* Task description *
Each line of the data that includes "font" must be copied.

* Entries supplied *
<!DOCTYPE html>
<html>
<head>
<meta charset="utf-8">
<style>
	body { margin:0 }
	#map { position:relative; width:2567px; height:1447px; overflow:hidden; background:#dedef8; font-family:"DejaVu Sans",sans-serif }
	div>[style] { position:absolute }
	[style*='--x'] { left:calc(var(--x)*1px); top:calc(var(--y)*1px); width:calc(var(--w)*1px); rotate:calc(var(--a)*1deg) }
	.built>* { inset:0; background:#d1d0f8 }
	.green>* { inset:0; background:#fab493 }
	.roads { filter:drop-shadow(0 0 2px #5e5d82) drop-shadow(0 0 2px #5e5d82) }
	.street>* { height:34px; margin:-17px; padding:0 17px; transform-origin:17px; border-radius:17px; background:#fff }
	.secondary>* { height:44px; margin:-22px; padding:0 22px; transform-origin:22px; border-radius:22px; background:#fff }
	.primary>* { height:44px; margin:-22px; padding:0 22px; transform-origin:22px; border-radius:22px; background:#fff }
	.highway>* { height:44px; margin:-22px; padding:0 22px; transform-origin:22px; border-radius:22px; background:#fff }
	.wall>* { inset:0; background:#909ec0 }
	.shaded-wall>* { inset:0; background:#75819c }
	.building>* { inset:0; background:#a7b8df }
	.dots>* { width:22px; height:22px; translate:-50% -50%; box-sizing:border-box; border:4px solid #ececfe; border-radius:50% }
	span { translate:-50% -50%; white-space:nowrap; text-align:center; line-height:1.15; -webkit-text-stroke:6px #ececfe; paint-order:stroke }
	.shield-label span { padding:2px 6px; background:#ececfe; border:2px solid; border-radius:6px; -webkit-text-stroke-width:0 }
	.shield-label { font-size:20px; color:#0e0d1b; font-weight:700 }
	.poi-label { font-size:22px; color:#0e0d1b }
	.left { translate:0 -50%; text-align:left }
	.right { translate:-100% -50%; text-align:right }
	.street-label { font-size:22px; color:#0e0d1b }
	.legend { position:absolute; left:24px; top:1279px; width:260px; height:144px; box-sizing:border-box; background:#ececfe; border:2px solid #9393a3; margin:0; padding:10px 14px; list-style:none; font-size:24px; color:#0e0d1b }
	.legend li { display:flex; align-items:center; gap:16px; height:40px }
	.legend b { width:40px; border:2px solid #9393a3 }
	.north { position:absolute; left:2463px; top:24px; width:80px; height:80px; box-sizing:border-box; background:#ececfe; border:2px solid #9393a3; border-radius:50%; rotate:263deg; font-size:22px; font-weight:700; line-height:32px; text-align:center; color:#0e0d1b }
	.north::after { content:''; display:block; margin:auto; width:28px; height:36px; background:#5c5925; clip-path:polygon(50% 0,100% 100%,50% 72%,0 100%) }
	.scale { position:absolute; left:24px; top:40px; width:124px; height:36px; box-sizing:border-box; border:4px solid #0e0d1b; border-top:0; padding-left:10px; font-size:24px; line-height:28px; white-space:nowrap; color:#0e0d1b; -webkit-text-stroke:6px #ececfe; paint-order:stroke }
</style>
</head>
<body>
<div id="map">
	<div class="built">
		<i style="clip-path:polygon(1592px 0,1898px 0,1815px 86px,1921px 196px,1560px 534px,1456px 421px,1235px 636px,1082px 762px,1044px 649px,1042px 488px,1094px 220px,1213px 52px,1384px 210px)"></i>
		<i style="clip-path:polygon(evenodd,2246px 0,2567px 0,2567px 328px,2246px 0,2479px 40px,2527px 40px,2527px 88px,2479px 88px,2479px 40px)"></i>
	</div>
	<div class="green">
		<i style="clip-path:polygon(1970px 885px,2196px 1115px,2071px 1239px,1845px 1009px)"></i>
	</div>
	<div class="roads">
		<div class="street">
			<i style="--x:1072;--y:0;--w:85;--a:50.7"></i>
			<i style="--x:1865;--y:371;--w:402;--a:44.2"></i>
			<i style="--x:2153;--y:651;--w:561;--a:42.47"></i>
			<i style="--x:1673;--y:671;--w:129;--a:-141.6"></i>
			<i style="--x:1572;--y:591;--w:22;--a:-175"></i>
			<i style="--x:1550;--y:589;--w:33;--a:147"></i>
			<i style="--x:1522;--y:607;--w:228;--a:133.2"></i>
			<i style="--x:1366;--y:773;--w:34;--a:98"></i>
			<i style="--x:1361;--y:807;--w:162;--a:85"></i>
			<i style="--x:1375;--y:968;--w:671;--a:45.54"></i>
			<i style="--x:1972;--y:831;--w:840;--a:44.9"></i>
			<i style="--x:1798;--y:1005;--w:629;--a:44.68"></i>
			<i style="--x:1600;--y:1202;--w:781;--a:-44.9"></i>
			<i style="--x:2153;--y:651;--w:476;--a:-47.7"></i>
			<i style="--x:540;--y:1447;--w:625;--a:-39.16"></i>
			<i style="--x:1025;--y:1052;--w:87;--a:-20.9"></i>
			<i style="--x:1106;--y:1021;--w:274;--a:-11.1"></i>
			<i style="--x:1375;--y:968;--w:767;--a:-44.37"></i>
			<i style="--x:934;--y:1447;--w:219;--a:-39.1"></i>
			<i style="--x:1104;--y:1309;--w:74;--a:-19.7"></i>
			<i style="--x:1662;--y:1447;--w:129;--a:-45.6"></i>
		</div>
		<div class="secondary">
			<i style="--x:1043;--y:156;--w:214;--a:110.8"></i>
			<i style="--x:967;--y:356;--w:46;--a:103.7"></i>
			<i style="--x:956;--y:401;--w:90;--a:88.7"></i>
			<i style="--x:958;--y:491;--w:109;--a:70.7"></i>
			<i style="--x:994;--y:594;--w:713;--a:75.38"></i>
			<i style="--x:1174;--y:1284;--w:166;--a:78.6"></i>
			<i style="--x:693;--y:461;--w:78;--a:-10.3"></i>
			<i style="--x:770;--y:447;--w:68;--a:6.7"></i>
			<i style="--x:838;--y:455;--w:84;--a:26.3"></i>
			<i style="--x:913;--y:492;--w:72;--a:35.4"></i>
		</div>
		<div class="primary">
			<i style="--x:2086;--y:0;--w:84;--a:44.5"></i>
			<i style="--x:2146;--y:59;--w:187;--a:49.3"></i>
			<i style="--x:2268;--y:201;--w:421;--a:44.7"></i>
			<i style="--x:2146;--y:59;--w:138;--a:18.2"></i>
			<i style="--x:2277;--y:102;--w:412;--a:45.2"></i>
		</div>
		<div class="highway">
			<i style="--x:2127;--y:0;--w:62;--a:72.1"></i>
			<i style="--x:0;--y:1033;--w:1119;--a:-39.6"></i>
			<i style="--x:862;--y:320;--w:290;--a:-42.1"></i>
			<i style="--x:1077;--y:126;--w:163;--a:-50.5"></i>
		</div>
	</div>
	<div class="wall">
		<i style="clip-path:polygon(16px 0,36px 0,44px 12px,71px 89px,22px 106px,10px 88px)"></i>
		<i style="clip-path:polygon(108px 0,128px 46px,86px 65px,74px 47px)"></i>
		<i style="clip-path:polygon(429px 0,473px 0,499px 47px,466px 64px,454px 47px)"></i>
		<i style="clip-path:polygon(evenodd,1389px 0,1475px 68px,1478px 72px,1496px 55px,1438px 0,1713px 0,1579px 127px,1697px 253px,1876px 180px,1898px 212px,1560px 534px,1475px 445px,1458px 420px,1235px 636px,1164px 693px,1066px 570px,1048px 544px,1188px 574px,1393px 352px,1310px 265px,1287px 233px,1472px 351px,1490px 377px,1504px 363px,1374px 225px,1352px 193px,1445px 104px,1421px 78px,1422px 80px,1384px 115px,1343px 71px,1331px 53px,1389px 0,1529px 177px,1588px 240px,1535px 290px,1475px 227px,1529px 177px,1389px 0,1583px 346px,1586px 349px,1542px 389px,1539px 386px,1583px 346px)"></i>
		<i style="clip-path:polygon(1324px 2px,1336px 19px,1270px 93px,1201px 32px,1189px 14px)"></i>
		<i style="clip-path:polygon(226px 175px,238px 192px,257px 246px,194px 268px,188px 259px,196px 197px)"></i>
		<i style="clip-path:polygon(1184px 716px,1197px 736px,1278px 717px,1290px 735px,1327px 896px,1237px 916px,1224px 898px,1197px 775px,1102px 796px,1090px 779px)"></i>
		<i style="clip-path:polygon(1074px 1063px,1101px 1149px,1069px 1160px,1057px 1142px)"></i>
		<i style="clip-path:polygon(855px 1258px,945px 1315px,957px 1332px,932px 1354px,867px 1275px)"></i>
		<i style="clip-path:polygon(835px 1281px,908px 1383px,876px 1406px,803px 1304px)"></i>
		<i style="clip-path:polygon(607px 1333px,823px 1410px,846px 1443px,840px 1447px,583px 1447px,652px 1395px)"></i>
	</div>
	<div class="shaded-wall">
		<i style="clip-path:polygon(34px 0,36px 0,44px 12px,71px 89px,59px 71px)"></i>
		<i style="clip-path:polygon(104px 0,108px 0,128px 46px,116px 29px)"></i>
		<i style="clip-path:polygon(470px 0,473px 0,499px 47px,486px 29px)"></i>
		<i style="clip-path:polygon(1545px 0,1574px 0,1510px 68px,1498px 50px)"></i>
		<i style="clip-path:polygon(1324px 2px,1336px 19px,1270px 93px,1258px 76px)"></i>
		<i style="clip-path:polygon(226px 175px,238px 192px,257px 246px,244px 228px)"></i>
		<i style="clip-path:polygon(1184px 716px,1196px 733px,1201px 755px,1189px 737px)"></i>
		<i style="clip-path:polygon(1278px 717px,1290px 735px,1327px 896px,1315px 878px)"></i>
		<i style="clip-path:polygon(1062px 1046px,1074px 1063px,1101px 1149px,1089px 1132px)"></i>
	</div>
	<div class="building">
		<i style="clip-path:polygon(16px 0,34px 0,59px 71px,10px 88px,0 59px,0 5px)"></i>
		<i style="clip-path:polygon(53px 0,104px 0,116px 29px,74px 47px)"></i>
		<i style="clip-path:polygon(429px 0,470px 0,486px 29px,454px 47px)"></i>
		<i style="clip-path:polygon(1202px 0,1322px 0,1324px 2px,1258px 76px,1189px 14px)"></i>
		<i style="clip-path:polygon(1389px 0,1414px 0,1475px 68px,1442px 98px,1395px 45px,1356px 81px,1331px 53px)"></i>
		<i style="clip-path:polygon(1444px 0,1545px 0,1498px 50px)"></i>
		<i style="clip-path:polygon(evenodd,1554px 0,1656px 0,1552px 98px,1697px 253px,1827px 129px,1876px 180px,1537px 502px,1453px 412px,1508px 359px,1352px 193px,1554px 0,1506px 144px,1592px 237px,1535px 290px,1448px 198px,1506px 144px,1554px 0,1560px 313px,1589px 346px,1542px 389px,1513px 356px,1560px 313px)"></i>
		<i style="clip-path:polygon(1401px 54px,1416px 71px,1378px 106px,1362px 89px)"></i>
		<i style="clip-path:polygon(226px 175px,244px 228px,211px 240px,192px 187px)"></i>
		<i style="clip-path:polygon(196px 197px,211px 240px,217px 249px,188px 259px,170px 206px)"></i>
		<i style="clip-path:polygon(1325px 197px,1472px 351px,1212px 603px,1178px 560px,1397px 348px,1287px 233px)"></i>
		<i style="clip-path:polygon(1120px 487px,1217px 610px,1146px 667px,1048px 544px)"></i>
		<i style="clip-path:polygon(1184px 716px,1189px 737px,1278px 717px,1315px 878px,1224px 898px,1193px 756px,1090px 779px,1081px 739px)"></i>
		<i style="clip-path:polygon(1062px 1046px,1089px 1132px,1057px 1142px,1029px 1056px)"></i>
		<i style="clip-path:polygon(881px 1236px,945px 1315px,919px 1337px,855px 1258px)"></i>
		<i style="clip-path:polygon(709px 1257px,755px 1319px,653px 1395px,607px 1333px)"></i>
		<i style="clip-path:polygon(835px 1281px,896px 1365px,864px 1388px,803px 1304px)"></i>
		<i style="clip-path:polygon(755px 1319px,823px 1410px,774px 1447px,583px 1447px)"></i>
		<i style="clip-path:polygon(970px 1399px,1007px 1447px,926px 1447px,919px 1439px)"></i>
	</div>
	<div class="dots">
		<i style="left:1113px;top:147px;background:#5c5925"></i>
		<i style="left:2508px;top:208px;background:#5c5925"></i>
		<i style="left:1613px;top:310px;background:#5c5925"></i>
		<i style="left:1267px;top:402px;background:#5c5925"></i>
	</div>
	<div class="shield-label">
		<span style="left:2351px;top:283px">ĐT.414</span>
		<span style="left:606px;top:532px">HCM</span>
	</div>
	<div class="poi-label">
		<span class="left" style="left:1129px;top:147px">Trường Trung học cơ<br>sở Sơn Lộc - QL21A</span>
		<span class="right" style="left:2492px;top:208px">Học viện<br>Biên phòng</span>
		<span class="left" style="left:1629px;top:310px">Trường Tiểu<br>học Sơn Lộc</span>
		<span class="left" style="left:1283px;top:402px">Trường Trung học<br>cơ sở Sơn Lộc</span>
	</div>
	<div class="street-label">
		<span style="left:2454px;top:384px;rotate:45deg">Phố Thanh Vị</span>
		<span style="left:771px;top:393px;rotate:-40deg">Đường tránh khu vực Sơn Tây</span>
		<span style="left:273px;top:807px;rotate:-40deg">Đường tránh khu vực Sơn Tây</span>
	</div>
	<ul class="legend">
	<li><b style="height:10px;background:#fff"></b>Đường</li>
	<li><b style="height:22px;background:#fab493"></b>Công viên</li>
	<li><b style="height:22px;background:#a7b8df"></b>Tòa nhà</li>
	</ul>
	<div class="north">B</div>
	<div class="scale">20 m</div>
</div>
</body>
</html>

* Response to the task *
	#map { position:relative; width:2567px; height:1447px; overflow:hidden; background:#dedef8; font-family:"DejaVu Sans",sans-serif }
	.shield-label { font-size:20px; color:#0e0d1b; font-weight:700 }
	.poi-label { font-size:22px; color:#0e0d1b }
	.street-label { font-size:22px; color:#0e0d1b }
	.legend { position:absolute; left:24px; top:1279px; width:260px; height:144px; box-sizing:border-box; background:#ececfe; border:2px solid #9393a3; margin:0; padding:10px 14px; list-style:none; font-size:24px; color:#0e0d1b }
	.north { position:absolute; left:2463px; top:24px; width:80px; height:80px; box-sizing:border-box; background:#ececfe; border:2px solid #9393a3; border-radius:50%; rotate:263deg; font-size:22px; font-weight:700; line-height:32px; text-align:center; color:#0e0d1b }
	.scale { position:absolute; left:24px; top:40px; width:124px; height:36px; box-sizing:border-box; border:4px solid #0e0d1b; border-top:0; padding-left:10px; font-size:24px; line-height:28px; white-space:nowrap; color:#0e0d1b; -webkit-text-stroke:6px #ececfe; paint-order:stroke }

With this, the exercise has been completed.